The poem was simply an application of some of the warnings contained in a joint statement that Christ Church and Trinity Reformed Church developed together. “We stand gratefully in the Reformation tradition which courageously freed the saints of God from those enslaving regulations related to saint days, penitential seasons, and superstititous fasting . . . [we] warn our people to likewise remember these lessons from the history of the church.” Emphasis added, and you can read more on all this both here and here.

Of course Lent can be observed without sinning, and without falling into gnosticism. It can also go the other way. But staying away from the central problems takes a particular kind of spiritual insight. Those who don’t observe Lent, as I don’t, don’t believe the game is worth the candle. Those who do believe it to be worthwhile are certainly free in Christ to have at it. But as they do, it is (I believe) essential for them to take great care that they not allow the traditions of men supplant the authority of Scripture (Matt. 15:3). In my view, this work is frequently not even attempted, which is why I kibitz about this subject from time to time. Let me give just a couple of very simple examples.  

In the Bible, there certainly are times of fasting that may go public without any problem, as when an asteroid is going to land on Kansas City, and the president has asked us all to fast and pray. This is the kind of repentance that the inhabitants of Nineveh showed (Jonah 3:7). But whenever fasting is part of a cyclic, spiritual exercise, when it is an ongoing spiritual discipline, Jesus required that it be a secret between you and God.

“Moreover when ye fast, be not, as the hypocrites, of a sad countenance: for they disfigure their faces, that they may appear unto men to fast. Verily I say unto you, They have their reward. But thou, when thou fastest, anoint thine head, and wash thy face; That thou appear not unto men to fast, but unto thy Father which is in secret: and thy Father, which seeth in secret, shall reward thee openly” (Matt. 6:16-18).

In short, if everybody on Facebook knows what you are not doing for Lent, with fifteen minute updates, along with a snapshot of the burrito you are not eating, you already have your reward. Cultivating a right heart on this is fundamental to Christianity. Understanding this principle is basic. When people are running around yelling about the asteroid, religious showboating is not the great temptation. But if it involves praying the synagogue, giving alms with brass accompaniment, and fasting with a wan countenance and wry commentary, and so forth, Jesus told us very explicitly how we are not supposed to behave.
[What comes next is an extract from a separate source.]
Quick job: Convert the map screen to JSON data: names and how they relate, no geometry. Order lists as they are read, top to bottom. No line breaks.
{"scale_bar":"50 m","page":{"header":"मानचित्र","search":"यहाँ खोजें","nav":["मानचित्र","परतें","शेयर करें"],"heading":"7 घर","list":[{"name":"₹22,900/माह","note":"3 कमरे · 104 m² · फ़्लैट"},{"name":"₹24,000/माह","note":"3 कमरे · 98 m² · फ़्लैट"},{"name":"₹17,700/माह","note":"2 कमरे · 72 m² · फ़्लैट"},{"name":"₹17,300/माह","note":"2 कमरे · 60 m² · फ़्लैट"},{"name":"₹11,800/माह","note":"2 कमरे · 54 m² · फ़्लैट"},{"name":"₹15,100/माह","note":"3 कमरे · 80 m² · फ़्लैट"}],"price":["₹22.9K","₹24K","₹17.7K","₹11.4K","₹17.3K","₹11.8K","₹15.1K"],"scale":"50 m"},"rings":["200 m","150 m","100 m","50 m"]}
Incidentally, this is one of the reasons why those who are observing the fast ought not to despise those who aren’t — because the fellow who looks like a lentendud might be fasting just like you, only more obediently.

A second observation is this. If you are a member of that great and growing American regiment that is into high food finickiness, then you should understand that your temptation might be to use Lent to ramp up your natural inclinations, instead of mortifying them. Our nation has a long history of food weirdness, and this really must be taken into account. We have not done well with the Scripture’s indiscriminate blessing of processed corn, refined sugar, meat with dubious points of origin, wheat germ, and tofu (1 Tim. 4:4).

This means that a number of folks might need to be going the other way. C.S. Lewis once spoke of those who, when confronted with a flood, break out the fire extinguishers. If you want to use a penitential season to mortify something in your life, then you might ought to pay attention to what actually needs to be mortified. Otherwise, you will just be digging your own particular groove deeper.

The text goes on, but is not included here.